- Assignment
Here the job is to retype the data word for word while leaving the pictures aside.

- Exercise data
▼
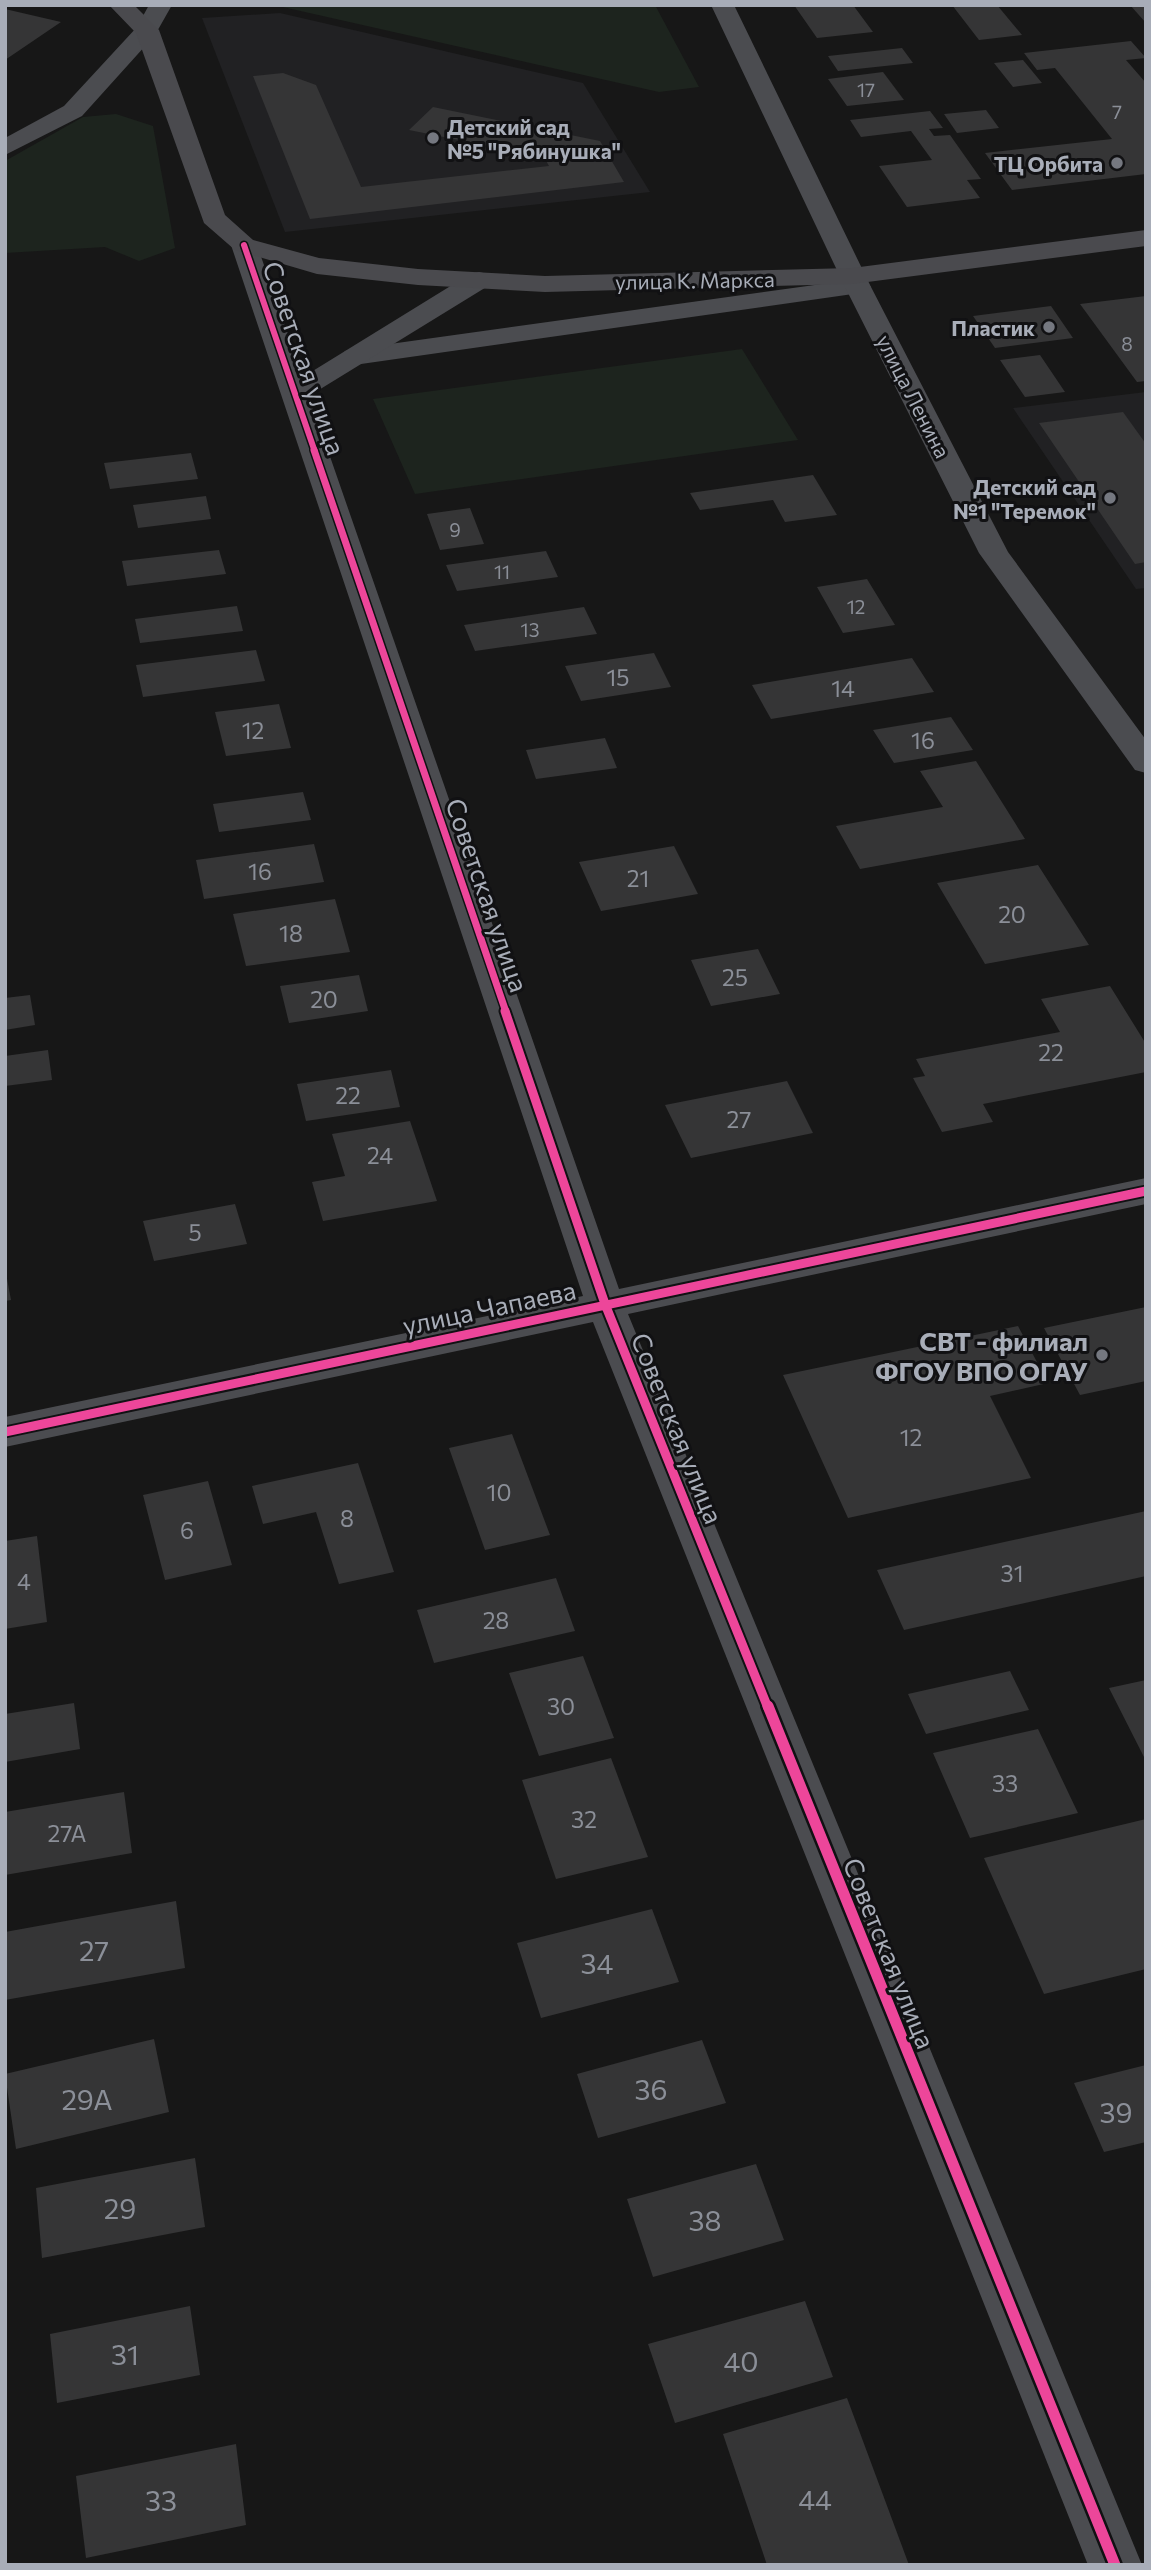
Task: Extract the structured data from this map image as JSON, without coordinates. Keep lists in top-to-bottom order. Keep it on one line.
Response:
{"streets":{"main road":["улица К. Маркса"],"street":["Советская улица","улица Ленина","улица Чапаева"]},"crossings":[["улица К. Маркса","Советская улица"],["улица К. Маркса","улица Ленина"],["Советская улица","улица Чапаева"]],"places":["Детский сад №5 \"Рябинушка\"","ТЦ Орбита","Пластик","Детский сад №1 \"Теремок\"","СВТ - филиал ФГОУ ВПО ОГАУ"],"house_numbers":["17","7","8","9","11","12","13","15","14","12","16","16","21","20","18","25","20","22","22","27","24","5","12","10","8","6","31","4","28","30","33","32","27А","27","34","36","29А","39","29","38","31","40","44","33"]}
▲
- Problem solution
Task: Extract the structured data from this map image as JSON, without coordinates. Keep lists in top-to-bottom order. Keep it on one line.
Response:
{"streets":{"main road":["улица К. Маркса"],"street":["Советская улица","улица Ленина","улица Чапаева"]},"crossings":[["улица К. Маркса","Советская улица"],["улица К. Маркса","улица Ленина"],["Советская улица","улица Чапаева"]],"places":["Детский сад №5 \"Рябинушка\"","ТЦ Орбита","Пластик","Детский сад №1 \"Теремок\"","СВТ - филиал ФГОУ ВПО ОГАУ"],"house_numbers":["17","7","8","9","11","12","13","15","14","12","16","16","21","20","18","25","20","22","22","27","24","5","12","10","8","6","31","4","28","30","33","32","27А","27","34","36","29А","39","29","38","31","40","44","33"]}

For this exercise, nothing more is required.